> [Aim of the task]: Every line from the one containing "Parse this screen: labels, road" through the end of the data is to be copied exactly, and nothing outside that range.

--- START ---

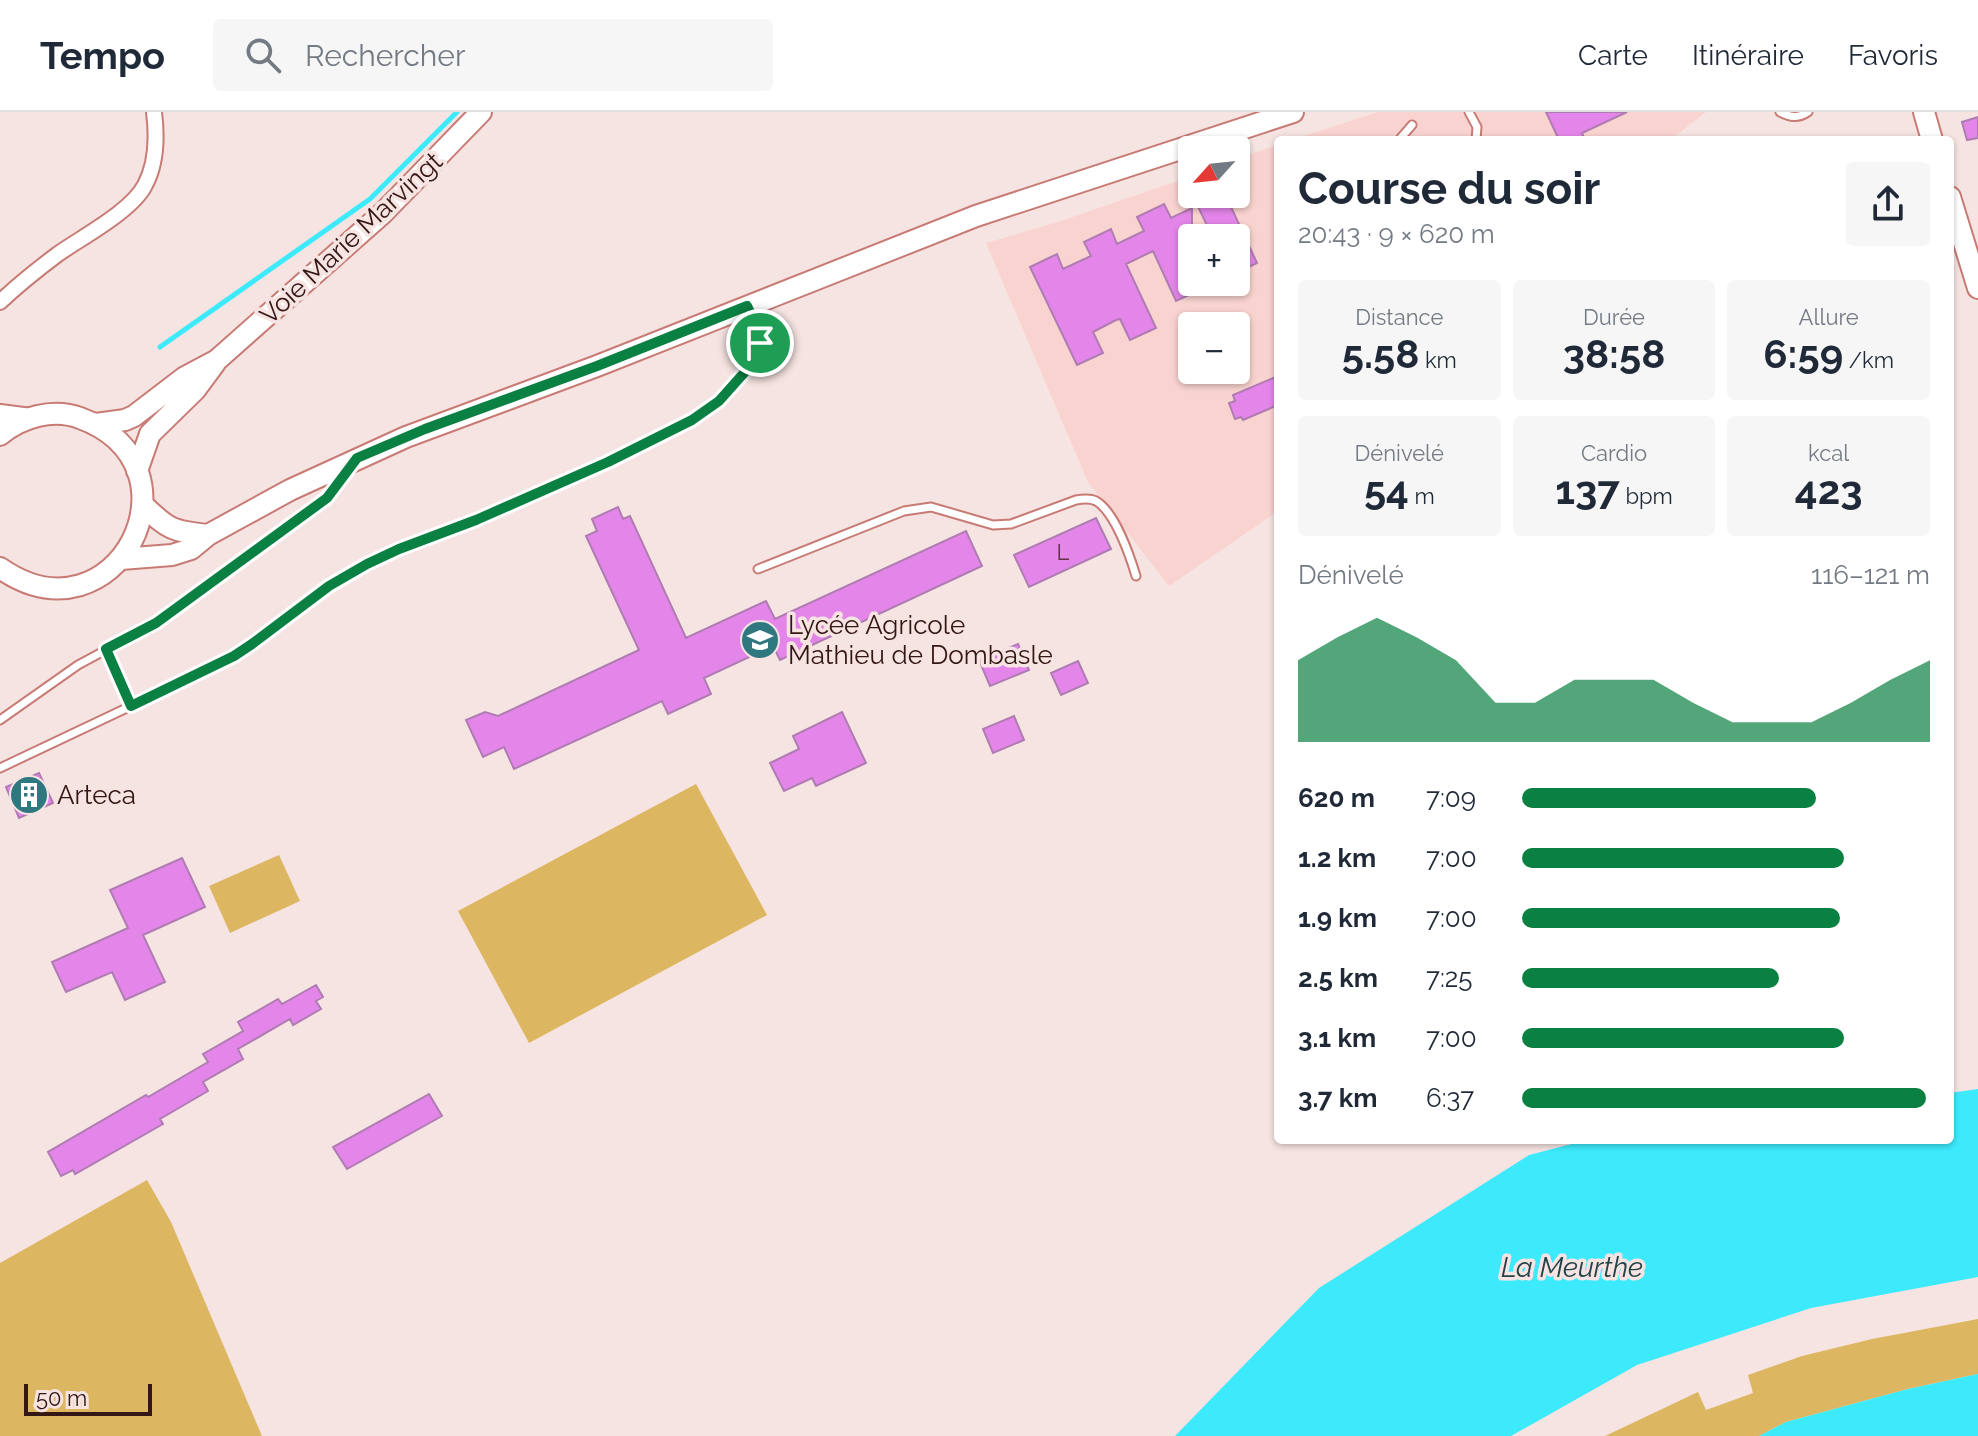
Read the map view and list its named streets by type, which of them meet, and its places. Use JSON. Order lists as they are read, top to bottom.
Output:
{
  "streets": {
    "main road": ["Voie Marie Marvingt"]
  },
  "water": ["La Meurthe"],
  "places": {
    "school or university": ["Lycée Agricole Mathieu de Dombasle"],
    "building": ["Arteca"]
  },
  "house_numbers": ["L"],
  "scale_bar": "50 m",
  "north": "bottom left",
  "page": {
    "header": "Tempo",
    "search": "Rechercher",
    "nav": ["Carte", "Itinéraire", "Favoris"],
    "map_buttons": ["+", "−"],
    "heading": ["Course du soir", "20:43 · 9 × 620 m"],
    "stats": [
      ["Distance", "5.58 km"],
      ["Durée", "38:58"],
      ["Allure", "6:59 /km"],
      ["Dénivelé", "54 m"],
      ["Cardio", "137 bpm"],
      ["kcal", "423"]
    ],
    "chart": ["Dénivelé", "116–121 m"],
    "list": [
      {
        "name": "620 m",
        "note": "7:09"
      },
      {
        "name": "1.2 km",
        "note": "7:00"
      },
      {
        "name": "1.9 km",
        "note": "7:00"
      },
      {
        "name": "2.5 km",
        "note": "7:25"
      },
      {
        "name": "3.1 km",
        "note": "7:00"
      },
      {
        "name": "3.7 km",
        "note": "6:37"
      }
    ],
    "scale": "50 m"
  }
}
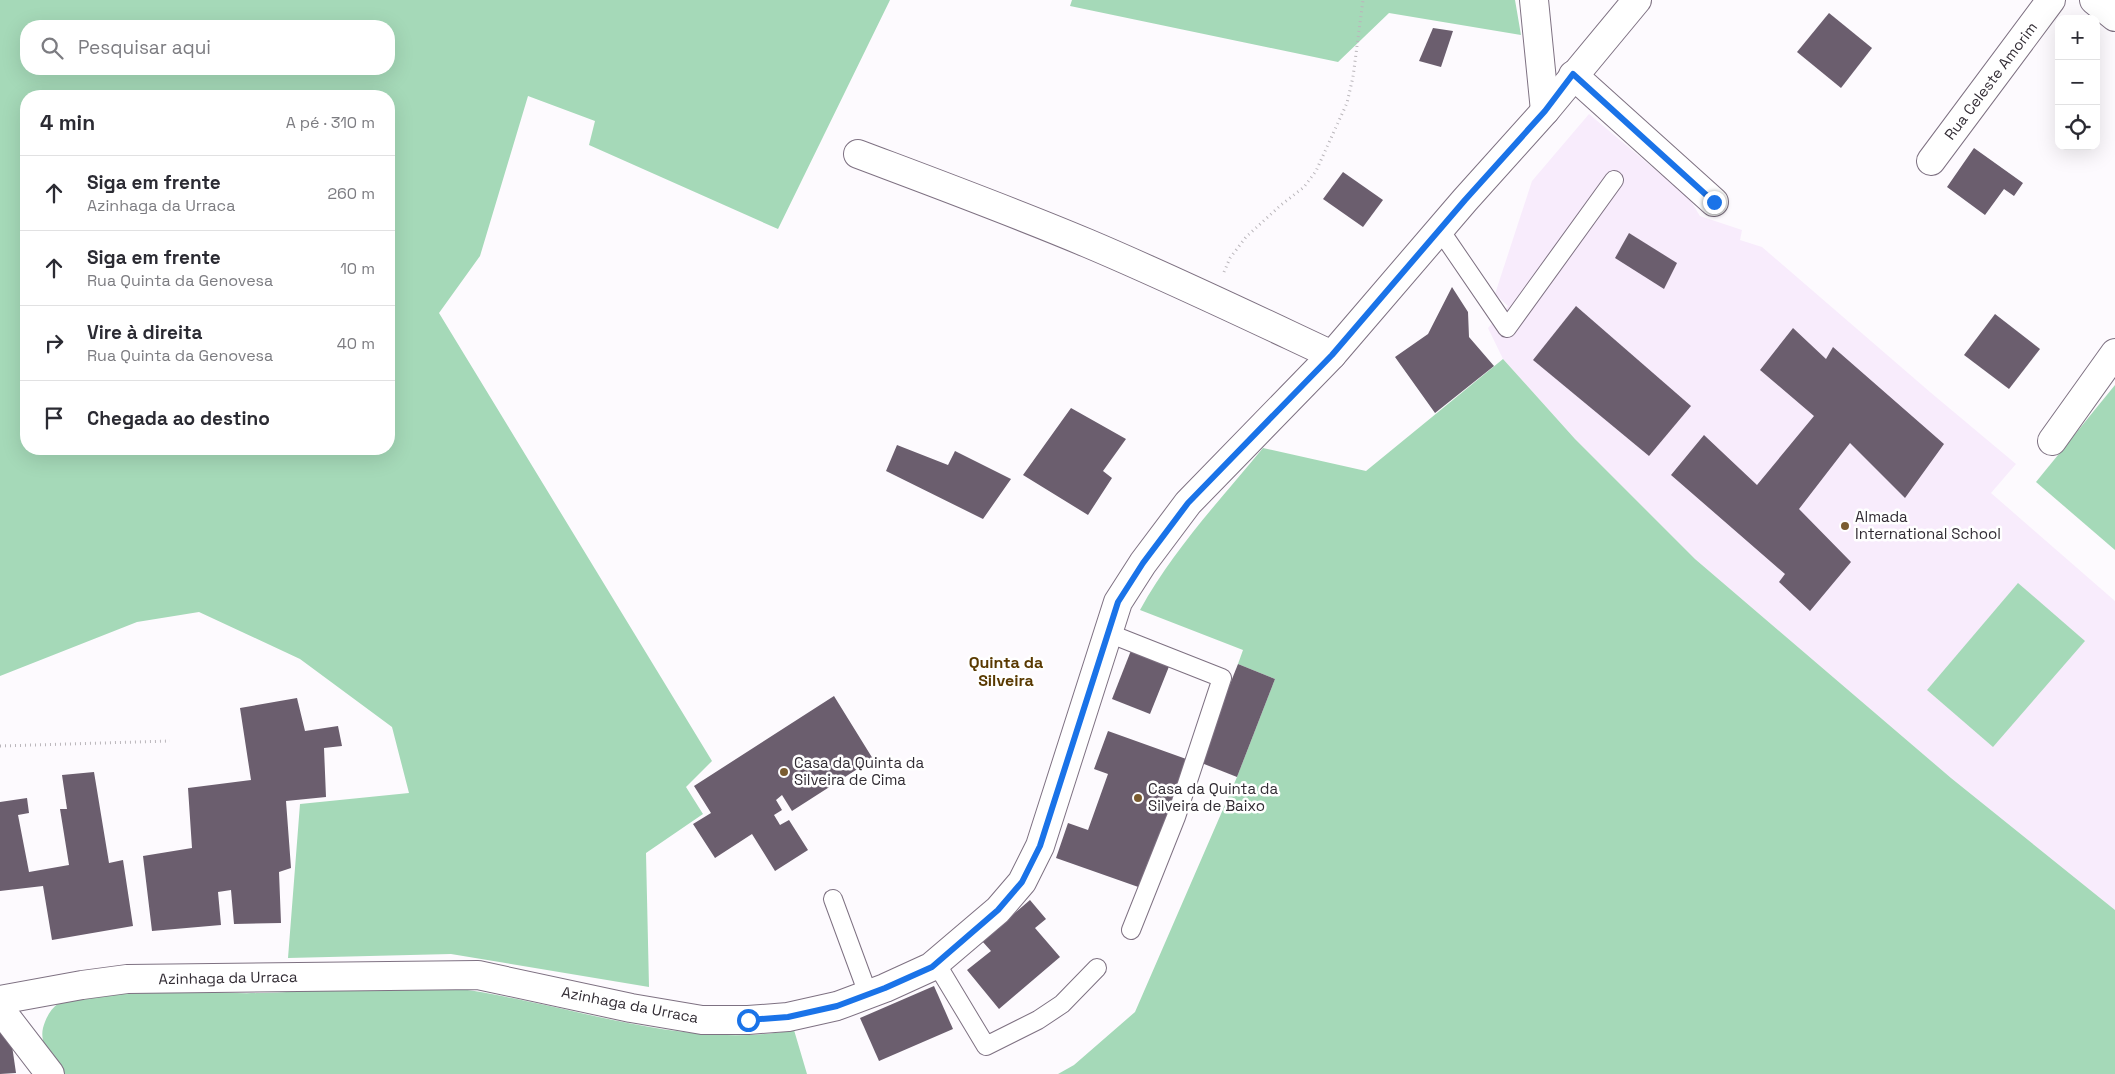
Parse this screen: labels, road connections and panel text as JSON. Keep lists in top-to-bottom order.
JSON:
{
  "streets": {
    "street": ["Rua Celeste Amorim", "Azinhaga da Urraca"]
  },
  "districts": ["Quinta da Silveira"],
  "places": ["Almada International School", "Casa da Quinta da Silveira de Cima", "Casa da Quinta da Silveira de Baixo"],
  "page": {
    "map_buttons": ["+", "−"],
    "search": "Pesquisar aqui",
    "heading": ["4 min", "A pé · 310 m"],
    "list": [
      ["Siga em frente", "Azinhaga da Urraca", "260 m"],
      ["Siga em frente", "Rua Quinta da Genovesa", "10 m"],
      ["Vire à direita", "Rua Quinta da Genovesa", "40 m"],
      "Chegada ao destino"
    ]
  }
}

--- END ---

> [Exercise response]:
Parse this screen: labels, road connections and panel text as JSON. Keep lists in top-to-bottom order.
JSON:
{
  "streets": {
    "street": ["Rua Celeste Amorim", "Azinhaga da Urraca"]
  },
  "districts": ["Quinta da Silveira"],
  "places": ["Almada International School", "Casa da Quinta da Silveira de Cima", "Casa da Quinta da Silveira de Baixo"],
  "page": {
    "map_buttons": ["+", "−"],
    "search": "Pesquisar aqui",
    "heading": ["4 min", "A pé · 310 m"],
    "list": [
      ["Siga em frente", "Azinhaga da Urraca", "260 m"],
      ["Siga em frente", "Rua Quinta da Genovesa", "10 m"],
      ["Vire à direita", "Rua Quinta da Genovesa", "40 m"],
      "Chegada ao destino"
    ]
  }
}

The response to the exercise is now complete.